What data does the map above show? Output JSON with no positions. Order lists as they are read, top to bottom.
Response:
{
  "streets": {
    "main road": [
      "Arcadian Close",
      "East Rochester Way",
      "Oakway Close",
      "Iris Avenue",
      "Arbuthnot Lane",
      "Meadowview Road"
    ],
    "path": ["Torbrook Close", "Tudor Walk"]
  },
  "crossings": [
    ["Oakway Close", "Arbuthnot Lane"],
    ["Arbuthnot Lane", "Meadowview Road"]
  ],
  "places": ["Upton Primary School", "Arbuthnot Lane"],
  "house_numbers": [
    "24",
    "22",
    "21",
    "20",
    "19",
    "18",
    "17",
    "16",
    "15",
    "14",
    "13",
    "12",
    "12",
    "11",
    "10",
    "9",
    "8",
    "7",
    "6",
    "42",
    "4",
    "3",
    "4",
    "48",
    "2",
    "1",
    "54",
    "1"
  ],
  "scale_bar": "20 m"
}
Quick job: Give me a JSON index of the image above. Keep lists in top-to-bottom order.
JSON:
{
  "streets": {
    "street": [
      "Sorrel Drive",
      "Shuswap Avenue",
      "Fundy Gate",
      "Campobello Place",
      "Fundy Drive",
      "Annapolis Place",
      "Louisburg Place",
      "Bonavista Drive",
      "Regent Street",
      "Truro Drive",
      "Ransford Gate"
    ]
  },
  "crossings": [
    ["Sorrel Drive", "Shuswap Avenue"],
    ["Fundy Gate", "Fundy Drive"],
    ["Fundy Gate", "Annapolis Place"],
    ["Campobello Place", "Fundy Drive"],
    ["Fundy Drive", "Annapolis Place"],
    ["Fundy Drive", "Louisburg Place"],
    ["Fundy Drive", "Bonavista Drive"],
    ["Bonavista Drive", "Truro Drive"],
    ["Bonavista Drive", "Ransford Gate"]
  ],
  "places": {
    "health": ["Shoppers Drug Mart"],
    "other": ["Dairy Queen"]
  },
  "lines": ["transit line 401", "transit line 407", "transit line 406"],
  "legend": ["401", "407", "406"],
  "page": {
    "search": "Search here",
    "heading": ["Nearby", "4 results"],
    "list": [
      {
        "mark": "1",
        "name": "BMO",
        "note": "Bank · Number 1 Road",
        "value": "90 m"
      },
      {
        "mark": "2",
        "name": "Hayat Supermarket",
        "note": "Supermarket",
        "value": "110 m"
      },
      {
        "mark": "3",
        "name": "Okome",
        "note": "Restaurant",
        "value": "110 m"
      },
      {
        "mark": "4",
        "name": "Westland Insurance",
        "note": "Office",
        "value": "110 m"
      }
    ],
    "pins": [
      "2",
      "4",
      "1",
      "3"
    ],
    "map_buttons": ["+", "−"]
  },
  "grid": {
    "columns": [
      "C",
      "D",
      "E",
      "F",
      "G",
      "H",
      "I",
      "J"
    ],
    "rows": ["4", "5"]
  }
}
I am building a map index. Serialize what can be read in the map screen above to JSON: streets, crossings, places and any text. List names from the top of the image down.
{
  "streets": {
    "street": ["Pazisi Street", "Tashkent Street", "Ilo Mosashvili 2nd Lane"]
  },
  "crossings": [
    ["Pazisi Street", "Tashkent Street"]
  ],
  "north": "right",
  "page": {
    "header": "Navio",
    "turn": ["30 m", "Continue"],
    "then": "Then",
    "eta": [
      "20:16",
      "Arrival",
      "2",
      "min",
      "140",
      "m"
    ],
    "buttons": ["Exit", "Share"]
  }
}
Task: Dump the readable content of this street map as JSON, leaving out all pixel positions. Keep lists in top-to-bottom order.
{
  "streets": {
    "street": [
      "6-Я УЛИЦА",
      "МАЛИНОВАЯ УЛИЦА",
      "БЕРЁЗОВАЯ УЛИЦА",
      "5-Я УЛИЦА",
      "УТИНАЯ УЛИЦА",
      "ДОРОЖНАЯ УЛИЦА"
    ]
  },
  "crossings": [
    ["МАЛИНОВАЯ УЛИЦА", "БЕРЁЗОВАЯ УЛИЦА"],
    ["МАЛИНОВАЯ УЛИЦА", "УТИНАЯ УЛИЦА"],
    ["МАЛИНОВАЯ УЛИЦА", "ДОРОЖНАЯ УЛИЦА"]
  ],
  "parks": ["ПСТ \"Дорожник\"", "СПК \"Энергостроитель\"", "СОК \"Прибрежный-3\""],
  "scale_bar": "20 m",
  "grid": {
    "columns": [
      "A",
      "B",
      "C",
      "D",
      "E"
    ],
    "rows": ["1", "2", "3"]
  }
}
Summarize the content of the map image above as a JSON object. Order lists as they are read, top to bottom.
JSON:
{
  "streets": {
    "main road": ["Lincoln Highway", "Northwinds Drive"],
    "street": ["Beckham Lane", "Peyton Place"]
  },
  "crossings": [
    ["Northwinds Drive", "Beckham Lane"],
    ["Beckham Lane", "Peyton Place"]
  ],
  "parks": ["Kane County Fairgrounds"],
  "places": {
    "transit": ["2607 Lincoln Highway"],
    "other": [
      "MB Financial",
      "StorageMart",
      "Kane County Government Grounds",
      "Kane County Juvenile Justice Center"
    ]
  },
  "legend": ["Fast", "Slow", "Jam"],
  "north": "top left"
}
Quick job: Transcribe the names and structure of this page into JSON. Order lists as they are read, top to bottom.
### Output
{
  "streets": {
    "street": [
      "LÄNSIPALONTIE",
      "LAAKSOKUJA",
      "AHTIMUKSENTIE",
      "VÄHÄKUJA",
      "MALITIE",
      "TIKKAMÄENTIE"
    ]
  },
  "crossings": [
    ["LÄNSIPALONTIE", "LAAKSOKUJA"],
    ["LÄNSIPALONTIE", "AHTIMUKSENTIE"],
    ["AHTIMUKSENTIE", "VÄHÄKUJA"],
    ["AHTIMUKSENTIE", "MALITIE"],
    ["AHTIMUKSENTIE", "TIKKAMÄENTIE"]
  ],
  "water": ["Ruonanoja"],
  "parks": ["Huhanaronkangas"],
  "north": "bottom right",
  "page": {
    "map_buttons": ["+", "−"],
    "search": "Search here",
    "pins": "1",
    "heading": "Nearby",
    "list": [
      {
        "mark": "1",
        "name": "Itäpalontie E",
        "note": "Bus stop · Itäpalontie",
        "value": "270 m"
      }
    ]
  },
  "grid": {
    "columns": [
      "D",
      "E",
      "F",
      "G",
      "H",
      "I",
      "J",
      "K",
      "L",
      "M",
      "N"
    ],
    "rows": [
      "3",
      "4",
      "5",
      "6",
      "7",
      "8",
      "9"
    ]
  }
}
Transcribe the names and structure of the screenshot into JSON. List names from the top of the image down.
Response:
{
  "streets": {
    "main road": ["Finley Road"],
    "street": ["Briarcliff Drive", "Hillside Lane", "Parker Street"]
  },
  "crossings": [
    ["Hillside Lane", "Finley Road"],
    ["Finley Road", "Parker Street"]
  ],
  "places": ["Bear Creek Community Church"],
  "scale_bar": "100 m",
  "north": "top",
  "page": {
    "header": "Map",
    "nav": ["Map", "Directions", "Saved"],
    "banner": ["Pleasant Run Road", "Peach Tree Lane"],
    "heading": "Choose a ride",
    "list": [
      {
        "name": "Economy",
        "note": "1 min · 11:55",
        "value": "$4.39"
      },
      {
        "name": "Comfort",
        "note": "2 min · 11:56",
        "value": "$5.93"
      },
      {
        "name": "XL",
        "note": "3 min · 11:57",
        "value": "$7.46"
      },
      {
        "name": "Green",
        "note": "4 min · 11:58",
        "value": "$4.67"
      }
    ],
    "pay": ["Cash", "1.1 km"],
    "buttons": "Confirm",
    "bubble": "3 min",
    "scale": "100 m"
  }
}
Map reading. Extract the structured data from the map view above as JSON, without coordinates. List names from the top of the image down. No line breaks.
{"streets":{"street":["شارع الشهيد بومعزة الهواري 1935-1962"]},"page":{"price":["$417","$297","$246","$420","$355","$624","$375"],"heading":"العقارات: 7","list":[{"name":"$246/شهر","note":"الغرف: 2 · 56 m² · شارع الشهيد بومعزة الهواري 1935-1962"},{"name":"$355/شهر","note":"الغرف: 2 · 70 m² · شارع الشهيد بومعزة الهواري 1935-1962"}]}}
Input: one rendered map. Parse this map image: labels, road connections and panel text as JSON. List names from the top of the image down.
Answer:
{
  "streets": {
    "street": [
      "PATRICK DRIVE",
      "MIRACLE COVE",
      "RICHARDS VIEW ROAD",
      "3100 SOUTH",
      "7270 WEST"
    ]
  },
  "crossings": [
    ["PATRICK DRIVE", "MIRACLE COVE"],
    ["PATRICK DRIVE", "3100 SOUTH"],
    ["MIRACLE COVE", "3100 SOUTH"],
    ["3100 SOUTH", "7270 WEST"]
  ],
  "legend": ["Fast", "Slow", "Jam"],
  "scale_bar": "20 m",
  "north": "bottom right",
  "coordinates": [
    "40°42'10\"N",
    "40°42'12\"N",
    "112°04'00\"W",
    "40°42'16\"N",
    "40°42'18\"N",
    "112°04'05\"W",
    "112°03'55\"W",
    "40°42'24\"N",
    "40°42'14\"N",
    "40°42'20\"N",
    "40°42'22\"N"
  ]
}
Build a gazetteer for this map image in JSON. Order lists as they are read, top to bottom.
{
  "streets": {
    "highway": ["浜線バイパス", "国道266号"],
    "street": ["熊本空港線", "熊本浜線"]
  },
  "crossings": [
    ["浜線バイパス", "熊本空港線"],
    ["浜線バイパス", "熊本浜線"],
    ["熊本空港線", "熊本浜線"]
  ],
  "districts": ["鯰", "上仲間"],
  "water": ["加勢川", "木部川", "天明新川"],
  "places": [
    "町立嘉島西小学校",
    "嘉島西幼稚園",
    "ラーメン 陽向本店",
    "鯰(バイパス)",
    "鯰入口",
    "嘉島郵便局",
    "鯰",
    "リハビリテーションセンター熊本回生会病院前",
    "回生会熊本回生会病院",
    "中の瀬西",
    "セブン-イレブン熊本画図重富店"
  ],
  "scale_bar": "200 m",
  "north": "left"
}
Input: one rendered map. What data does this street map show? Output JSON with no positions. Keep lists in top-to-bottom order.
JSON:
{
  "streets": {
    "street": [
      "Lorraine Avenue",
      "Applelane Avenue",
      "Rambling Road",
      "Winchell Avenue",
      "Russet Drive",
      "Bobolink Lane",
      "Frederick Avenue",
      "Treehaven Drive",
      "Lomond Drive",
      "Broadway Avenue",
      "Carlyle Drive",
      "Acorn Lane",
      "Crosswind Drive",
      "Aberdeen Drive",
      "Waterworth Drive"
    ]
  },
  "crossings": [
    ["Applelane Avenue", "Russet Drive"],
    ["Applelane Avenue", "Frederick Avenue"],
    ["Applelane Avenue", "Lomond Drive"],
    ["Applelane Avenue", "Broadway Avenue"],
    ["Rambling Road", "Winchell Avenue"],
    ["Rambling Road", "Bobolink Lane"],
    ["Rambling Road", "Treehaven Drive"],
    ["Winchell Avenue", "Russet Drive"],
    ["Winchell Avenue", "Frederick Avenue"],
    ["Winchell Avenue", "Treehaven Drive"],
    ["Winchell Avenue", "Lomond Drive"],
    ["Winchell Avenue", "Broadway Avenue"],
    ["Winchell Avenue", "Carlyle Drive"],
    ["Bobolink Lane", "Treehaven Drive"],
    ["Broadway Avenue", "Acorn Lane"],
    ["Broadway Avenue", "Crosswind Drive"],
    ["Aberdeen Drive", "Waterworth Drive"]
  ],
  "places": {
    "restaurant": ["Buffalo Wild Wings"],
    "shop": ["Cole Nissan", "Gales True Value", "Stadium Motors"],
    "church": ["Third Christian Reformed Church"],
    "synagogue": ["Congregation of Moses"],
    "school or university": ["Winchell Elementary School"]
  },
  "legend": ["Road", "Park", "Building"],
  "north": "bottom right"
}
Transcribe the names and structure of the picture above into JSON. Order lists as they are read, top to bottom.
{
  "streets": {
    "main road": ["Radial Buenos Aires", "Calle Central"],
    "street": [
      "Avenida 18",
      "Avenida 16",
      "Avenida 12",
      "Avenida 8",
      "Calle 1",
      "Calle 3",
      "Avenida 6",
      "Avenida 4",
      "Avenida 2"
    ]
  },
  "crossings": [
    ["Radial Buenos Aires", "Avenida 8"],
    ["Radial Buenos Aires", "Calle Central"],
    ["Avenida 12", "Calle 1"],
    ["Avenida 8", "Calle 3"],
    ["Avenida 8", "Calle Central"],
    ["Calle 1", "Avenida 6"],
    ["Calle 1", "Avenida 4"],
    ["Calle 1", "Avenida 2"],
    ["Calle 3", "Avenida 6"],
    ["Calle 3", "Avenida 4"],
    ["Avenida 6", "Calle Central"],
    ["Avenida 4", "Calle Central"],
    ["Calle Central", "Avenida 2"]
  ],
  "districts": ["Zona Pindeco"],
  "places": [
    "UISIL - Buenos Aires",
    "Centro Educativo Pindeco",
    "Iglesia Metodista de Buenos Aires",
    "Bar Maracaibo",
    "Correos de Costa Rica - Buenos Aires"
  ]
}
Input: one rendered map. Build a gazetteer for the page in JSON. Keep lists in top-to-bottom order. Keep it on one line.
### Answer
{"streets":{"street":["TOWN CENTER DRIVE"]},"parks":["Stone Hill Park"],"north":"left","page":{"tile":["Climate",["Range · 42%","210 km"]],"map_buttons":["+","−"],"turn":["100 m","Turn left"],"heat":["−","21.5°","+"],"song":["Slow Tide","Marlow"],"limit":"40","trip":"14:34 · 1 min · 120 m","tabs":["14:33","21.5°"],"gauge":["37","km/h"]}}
##########
● Exercise directions:
For this listing, copy out every line that includes the word "coordinates".

● Answer for the task:
Map reading. Extract the structured data from the map view above as JSON, without coordinates. List names from the top of the image down. No line breaks.
  "coordinates": [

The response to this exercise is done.